Wednesday 27 October 2010

How to (mildly) irritate a Buzzard

A rather blurry picture of eight Choughs and a Raven mobbing a Buzzard up at Ardnave.  All parties gave the impression of having a good time and at no time during, before or after the (lengthy) engagement did any of the birds involved move more than about 400 yards from the initial point of contact.  The buzzard eventually sat on a fence post, the Raven got bored and went to ground and the Choughs decided that it was more fun doing communal aerobatics in the updraughts created by the large silage shed roof.

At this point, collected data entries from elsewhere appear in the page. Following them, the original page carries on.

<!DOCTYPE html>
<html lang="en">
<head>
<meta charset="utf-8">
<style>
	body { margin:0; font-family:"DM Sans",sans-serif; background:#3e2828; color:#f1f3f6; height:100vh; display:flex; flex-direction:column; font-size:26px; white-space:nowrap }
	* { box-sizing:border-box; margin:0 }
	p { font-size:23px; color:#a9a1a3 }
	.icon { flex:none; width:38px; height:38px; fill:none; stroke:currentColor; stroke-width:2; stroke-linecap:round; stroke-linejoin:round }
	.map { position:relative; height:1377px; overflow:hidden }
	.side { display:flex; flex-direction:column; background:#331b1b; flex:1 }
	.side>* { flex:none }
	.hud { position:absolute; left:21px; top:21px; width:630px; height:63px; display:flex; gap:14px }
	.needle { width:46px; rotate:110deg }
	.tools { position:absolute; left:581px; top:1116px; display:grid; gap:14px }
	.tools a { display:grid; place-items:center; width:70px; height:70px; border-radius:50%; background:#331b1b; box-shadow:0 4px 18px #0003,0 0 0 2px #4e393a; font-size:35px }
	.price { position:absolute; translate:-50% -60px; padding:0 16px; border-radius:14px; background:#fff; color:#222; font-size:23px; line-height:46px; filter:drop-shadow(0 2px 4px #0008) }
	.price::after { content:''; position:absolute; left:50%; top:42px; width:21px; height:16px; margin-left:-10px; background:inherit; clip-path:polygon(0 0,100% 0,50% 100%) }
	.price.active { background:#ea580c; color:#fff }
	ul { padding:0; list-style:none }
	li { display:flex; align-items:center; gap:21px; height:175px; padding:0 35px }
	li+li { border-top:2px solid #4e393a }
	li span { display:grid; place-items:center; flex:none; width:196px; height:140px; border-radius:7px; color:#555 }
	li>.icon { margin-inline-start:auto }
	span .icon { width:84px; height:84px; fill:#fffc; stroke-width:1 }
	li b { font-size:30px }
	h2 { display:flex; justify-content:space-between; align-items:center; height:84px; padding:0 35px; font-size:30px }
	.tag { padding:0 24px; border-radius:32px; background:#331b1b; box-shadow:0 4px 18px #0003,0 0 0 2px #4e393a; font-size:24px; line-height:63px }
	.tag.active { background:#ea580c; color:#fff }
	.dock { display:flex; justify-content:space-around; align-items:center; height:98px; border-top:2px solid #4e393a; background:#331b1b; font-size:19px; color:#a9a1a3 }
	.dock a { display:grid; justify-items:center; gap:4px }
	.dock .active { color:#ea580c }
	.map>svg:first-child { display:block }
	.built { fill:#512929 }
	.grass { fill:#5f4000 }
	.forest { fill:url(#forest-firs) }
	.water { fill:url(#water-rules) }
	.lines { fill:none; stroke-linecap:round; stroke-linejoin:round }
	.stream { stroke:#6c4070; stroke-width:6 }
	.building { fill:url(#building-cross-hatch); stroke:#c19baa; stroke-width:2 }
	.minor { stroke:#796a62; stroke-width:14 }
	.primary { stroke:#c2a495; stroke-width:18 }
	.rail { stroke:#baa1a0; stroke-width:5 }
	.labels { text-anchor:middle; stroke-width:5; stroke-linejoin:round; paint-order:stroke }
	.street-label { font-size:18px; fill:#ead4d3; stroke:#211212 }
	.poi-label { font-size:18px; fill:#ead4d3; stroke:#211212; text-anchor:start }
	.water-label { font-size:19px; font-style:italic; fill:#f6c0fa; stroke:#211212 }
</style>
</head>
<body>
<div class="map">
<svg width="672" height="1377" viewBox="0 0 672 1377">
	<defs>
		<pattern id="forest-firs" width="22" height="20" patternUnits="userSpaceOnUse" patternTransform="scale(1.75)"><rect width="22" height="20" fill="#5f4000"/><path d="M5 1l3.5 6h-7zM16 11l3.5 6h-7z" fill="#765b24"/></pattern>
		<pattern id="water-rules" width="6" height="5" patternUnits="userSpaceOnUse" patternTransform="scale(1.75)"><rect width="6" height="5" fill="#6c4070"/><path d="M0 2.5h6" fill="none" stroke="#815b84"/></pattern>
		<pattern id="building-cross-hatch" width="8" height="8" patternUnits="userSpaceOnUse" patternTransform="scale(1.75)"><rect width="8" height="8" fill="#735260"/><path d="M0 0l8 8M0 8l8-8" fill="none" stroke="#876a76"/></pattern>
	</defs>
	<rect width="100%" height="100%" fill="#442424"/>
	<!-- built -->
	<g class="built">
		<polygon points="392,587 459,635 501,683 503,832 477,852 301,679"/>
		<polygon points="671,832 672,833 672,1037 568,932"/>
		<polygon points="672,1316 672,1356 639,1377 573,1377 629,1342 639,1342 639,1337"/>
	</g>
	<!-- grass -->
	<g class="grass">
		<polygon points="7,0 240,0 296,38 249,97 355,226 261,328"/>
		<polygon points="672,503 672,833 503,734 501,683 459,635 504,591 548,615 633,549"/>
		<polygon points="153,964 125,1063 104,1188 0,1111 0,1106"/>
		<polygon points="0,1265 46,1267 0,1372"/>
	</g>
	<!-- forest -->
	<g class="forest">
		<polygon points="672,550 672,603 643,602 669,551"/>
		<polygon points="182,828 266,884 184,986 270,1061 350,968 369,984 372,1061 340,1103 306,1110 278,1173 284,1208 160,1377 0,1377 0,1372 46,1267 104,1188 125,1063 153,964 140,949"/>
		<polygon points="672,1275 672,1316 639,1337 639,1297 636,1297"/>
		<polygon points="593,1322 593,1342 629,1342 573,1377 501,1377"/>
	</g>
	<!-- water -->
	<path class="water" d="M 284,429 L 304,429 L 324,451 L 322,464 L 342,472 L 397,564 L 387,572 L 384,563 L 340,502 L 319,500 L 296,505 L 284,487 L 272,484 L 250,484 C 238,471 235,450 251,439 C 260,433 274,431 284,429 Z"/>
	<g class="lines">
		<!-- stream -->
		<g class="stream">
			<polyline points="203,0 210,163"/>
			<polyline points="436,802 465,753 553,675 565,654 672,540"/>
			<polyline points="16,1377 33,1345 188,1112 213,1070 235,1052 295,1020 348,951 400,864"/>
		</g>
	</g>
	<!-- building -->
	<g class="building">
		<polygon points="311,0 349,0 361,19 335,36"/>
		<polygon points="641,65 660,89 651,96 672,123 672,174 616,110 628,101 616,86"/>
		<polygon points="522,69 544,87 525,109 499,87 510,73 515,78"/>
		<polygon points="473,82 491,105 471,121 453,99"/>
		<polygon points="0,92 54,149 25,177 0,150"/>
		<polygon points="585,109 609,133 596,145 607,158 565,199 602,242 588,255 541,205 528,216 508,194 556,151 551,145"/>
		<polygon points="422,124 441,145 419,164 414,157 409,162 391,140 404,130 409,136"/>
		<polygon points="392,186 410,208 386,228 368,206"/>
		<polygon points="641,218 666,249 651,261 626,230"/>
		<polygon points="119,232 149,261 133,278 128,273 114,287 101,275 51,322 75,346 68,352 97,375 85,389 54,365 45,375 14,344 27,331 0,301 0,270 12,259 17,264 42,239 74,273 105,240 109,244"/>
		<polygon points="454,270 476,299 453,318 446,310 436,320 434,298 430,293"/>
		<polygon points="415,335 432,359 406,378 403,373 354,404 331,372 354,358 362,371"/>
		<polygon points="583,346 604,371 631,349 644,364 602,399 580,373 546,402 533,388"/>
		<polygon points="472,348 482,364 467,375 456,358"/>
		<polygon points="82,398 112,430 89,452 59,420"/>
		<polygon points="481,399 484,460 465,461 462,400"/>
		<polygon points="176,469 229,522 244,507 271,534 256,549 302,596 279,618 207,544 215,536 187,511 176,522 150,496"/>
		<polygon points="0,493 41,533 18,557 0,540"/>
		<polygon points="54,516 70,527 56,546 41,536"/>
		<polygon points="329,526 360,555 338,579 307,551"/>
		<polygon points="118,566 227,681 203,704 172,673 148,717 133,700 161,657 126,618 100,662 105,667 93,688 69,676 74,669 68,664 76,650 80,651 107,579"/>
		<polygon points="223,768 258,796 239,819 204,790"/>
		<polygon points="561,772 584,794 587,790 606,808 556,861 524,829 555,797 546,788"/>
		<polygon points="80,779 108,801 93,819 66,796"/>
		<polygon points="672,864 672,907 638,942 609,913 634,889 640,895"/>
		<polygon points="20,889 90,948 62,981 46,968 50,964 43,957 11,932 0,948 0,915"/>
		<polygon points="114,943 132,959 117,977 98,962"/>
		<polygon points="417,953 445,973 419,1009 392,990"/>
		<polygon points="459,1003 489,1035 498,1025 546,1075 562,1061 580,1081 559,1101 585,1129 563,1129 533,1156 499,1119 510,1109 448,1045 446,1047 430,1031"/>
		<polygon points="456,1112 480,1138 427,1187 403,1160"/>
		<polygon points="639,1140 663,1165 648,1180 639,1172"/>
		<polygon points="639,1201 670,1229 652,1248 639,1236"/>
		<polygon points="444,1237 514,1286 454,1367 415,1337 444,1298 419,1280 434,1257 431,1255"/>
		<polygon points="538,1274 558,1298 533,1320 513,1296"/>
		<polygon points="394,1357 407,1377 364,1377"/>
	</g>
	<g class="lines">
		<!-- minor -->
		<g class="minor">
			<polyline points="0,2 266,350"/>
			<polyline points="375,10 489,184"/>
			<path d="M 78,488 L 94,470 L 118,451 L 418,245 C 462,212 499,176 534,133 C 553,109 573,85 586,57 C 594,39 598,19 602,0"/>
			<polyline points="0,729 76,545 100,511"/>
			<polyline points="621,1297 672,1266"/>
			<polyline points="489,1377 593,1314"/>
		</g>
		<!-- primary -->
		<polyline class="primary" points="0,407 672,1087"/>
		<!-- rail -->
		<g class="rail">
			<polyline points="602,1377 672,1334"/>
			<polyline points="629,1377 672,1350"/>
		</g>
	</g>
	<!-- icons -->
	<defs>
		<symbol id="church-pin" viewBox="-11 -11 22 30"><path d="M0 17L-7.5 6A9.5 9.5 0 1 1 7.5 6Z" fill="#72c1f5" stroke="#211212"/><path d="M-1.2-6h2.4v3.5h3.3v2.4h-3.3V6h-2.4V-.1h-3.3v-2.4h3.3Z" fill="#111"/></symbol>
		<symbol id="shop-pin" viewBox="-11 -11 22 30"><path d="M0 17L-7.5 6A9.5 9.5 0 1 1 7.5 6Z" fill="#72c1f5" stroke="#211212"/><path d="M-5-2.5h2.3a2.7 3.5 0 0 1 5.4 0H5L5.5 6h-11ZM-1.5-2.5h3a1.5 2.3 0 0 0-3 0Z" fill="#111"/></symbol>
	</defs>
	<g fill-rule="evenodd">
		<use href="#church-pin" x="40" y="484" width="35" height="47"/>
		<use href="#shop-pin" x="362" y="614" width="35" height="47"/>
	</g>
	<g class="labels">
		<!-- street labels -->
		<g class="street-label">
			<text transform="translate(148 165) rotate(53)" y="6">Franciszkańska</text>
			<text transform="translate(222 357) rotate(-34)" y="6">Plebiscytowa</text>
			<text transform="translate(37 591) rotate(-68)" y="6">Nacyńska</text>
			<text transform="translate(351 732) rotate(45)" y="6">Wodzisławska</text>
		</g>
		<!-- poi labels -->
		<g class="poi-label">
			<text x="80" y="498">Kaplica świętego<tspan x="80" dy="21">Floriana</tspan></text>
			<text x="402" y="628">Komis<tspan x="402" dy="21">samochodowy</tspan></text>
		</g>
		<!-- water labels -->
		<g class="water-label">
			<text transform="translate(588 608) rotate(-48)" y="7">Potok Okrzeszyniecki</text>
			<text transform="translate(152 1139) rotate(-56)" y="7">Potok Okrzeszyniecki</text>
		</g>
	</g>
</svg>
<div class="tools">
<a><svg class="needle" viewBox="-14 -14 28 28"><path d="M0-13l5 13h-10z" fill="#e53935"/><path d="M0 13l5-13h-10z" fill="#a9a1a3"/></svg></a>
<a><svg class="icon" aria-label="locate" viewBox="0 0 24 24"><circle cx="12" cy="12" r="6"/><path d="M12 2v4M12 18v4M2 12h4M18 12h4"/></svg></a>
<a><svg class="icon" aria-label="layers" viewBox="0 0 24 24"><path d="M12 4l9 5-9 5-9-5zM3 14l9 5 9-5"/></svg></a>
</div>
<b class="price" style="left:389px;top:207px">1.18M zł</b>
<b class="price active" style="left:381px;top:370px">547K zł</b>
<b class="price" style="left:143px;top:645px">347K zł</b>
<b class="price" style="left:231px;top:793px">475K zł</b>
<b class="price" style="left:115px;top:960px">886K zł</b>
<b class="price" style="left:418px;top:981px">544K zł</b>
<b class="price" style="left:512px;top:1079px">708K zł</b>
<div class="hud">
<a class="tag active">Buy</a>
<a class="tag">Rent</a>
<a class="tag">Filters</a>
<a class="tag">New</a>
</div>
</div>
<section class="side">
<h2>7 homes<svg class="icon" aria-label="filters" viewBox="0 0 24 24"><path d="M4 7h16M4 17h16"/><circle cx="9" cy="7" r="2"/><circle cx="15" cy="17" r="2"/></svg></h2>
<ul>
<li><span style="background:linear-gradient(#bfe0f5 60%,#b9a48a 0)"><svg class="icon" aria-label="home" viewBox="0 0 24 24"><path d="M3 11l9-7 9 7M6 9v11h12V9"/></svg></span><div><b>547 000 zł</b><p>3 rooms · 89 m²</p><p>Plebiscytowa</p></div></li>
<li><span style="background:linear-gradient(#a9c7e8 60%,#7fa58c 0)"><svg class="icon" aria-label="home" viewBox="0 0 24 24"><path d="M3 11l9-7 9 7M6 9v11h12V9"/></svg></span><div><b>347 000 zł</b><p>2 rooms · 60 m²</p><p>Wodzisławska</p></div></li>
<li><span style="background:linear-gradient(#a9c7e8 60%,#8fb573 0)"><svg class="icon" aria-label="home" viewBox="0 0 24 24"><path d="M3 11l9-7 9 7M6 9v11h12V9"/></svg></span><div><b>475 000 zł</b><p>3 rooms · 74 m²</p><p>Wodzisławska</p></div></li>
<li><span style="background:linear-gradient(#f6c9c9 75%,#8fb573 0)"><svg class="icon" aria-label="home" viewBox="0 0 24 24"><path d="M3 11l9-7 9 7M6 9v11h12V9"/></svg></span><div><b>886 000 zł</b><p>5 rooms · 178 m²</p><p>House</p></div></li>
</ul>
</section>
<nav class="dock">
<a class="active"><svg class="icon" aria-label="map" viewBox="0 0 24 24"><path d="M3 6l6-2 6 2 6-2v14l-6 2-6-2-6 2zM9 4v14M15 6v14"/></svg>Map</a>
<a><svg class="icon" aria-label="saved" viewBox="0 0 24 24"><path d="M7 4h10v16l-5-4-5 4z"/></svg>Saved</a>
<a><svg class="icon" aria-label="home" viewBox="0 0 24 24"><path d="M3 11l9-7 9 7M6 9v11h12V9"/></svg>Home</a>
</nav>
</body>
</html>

The RSPB explanation of 'Mobbing' is:-

'Mobbing' is a noisy, obvious form of behaviour that birds engage in to defend themselves or their offspring from predators.
When a predator is discovered, the birds start to emit alarm calls and fly at the predator, diverting its attention and harassing it. Sometimes they make physical contact. Mobbing usually starts with just one or two birds, but may attract a large number of birds, often of many species. For example, a chorus of different alarm calls coming from the same tree is often a good sign of a roosting owl or a cat.
Mobbing behaviour has been recorded in a wide range of species, but it is particularly well developed in gulls and terns, while crows are amongst the most frequent mobbers.
In addition to flying at the predator and emitting alarm calls, some birds, such as fieldfares and gulls, add to the effectiveness by defaecating or even vomiting on the predator with amazing accuracy. There are reports of predators being grounded by the volume of droppings over their body after a concentrated mobbing attack by a colony of fieldfares.
Mobbing behaviour has many functions. Predators often rely on surprise to succeed. As a predator has been discovered, birds will blow its cover by the loud alarm calls. This will alert other birds to the presence of a predator, and reduce its chances of success.
This noisy mobbing will also serve to impress the appearance of the predator on inexperienced individuals. The constant harassment by the mobbing birds will also drive the predator to a safe distance. The mobbing birds are seldom at risk, provided they keep the predator in sight and do not take too many chances.
A predator may be mobbed regardless of whether it is in flight, on ground or in vegetation. Birds attacking a perched or ground predator always give loud alarm calls and may make physical contact. Flying birds of prey are attacked by swooping down at a steep angle from above and behind, and emitting alarm calls. Sometimes contact is made with bill or feet.
Such attacks are rarely pressed home against really dangerous species, such as goshawks for crows. Mobbing attacks are strongest when the birds have most at stake, such as during the breeding season when young birds are at risk from a wide range of predators.
Birds may mob anything that they consider to be a danger. The cuckoo, owls and day-flying raptors are the birds most commonly mobbed, but cats, foxes, snakes, even humans, are regularly on the receiving end. The cuckoo is of course a danger species in a different way from predators, though the resemblance to a bird of prey, especially when flying, is probably a coincidence.
Since there is a learnt component to the behaviour, birds can start to mob anything they see other birds mob. Therefore, theoretically even inanimate objects such as statues or paint cans may end up being mobbed.
Mobbing is not restricted to danger species or indeed to birds of prey or mammalian predators. In this country, adult crows are likely to be taken only by the rare goshawk, but they often mob buzzards and kestrels among others.
They also mob non-predators such as grey herons, whose large size and flight silhouette they mistake for a bird of prey. In some species like crows and gulls the harassing behaviour characteristic to mobbing is also seen in other behaviours including food robbing.